* _Directions_
The answer must be an exact copy of every entry, with no pictures in it.

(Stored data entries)
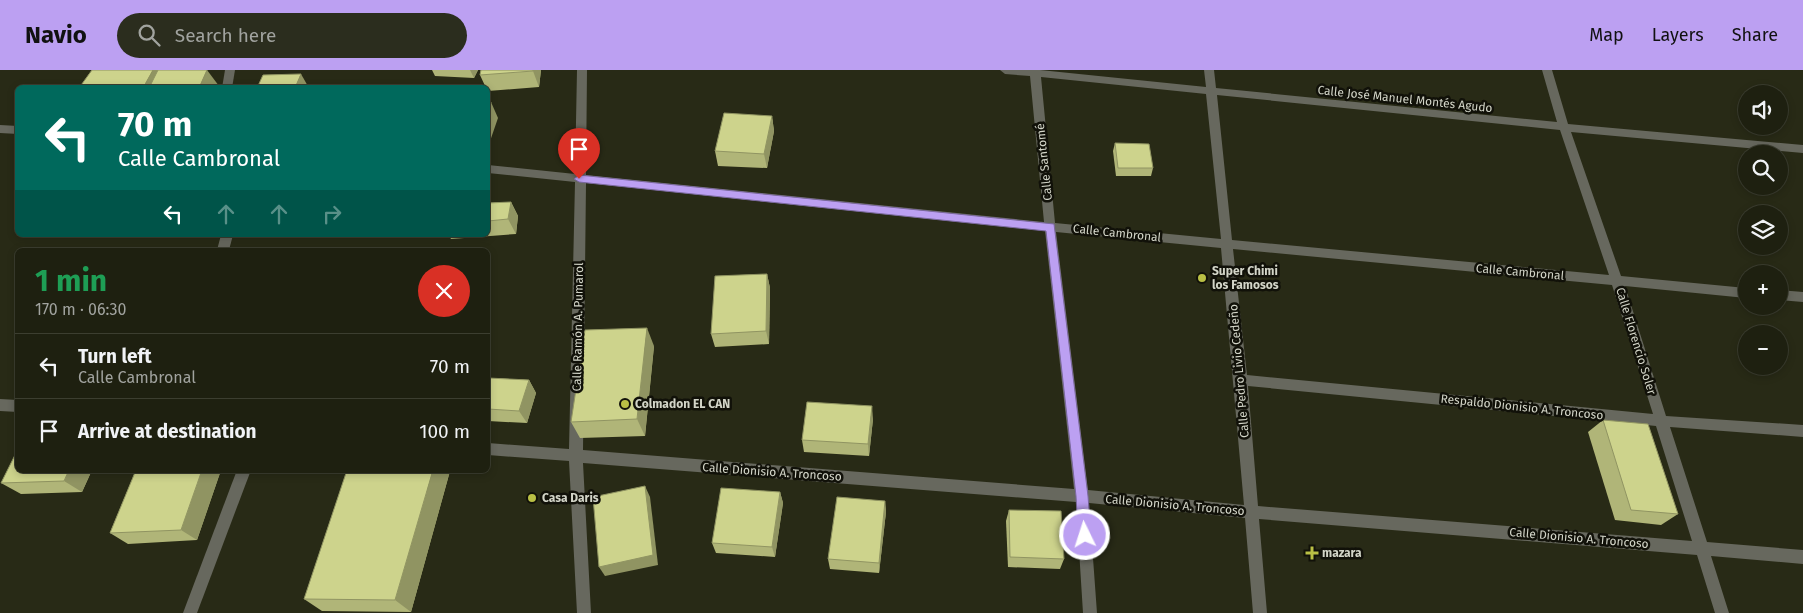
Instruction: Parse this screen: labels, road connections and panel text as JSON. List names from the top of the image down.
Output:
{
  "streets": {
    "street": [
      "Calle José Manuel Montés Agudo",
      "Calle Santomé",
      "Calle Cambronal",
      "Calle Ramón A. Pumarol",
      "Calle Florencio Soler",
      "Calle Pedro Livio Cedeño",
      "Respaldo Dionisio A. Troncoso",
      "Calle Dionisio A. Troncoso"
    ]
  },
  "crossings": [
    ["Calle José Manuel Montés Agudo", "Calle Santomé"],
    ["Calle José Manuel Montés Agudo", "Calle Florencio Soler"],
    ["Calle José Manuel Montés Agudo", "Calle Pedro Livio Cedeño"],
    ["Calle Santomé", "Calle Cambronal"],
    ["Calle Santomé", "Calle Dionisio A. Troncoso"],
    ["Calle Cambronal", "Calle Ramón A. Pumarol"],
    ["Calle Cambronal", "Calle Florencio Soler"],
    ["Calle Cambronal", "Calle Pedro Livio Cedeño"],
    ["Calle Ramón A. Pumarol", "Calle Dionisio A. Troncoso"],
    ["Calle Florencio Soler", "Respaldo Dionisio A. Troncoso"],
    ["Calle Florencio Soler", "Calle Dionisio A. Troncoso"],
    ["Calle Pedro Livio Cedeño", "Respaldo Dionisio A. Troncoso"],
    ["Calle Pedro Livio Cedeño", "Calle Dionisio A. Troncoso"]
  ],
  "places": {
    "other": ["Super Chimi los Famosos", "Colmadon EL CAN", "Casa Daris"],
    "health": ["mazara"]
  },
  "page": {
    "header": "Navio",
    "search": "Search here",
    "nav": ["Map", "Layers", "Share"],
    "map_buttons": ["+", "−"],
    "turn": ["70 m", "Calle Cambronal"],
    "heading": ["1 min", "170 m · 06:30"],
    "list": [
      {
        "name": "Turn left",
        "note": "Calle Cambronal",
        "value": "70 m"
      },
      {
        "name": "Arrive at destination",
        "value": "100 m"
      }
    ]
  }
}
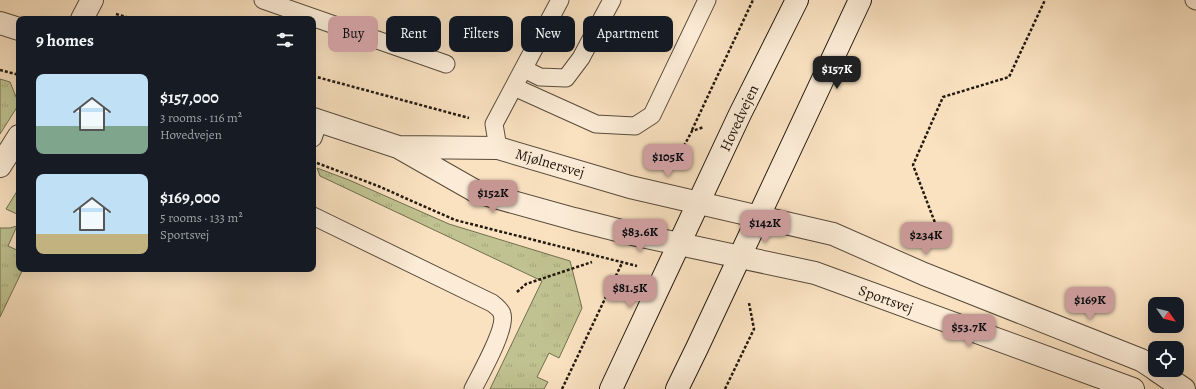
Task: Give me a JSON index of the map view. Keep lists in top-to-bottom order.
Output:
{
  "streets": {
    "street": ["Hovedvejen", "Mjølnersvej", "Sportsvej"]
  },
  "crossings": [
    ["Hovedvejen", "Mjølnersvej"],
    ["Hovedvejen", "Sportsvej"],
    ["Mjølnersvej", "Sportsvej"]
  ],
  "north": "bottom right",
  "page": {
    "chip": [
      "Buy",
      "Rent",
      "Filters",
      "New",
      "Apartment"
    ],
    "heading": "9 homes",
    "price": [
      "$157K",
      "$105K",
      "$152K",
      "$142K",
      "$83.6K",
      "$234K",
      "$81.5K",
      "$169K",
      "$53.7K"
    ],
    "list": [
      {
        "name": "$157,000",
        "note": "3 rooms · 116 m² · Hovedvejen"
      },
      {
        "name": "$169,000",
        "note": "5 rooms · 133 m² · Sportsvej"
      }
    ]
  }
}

* _Solution to the exercise_
Instruction: Parse this screen: labels, road connections and panel text as JSON. List names from the top of the image down.
Output:
{
  "streets": {
    "street": [
      "Calle José Manuel Montés Agudo",
      "Calle Santomé",
      "Calle Cambronal",
      "Calle Ramón A. Pumarol",
      "Calle Florencio Soler",
      "Calle Pedro Livio Cedeño",
      "Respaldo Dionisio A. Troncoso",
      "Calle Dionisio A. Troncoso"
    ]
  },
  "crossings": [
    ["Calle José Manuel Montés Agudo", "Calle Santomé"],
    ["Calle José Manuel Montés Agudo", "Calle Florencio Soler"],
    ["Calle José Manuel Montés Agudo", "Calle Pedro Livio Cedeño"],
    ["Calle Santomé", "Calle Cambronal"],
    ["Calle Santomé", "Calle Dionisio A. Troncoso"],
    ["Calle Cambronal", "Calle Ramón A. Pumarol"],
    ["Calle Cambronal", "Calle Florencio Soler"],
    ["Calle Cambronal", "Calle Pedro Livio Cedeño"],
    ["Calle Ramón A. Pumarol", "Calle Dionisio A. Troncoso"],
    ["Calle Florencio Soler", "Respaldo Dionisio A. Troncoso"],
    ["Calle Florencio Soler", "Calle Dionisio A. Troncoso"],
    ["Calle Pedro Livio Cedeño", "Respaldo Dionisio A. Troncoso"],
    ["Calle Pedro Livio Cedeño", "Calle Dionisio A. Troncoso"]
  ],
  "places": {
    "other": ["Super Chimi los Famosos", "Colmadon EL CAN", "Casa Daris"],
    "health": ["mazara"]
  },
  "page": {
    "header": "Navio",
    "search": "Search here",
    "nav": ["Map", "Layers", "Share"],
    "map_buttons": ["+", "−"],
    "turn": ["70 m", "Calle Cambronal"],
    "heading": ["1 min", "170 m · 06:30"],
    "list": [
      {
        "name": "Turn left",
        "note": "Calle Cambronal",
        "value": "70 m"
      },
      {
        "name": "Arrive at destination",
        "value": "100 m"
      }
    ]
  }
}
Task: Give me a JSON index of the map view. Keep lists in top-to-bottom order.
Output:
{
  "streets": {
    "street": ["Hovedvejen", "Mjølnersvej", "Sportsvej"]
  },
  "crossings": [
    ["Hovedvejen", "Mjølnersvej"],
    ["Hovedvejen", "Sportsvej"],
    ["Mjølnersvej", "Sportsvej"]
  ],
  "north": "bottom right",
  "page": {
    "chip": [
      "Buy",
      "Rent",
      "Filters",
      "New",
      "Apartment"
    ],
    "heading": "9 homes",
    "price": [
      "$157K",
      "$105K",
      "$152K",
      "$142K",
      "$83.6K",
      "$234K",
      "$81.5K",
      "$169K",
      "$53.7K"
    ],
    "list": [
      {
        "name": "$157,000",
        "note": "3 rooms · 116 m² · Hovedvejen"
      },
      {
        "name": "$169,000",
        "note": "5 rooms · 133 m² · Sportsvej"
      }
    ]
  }
}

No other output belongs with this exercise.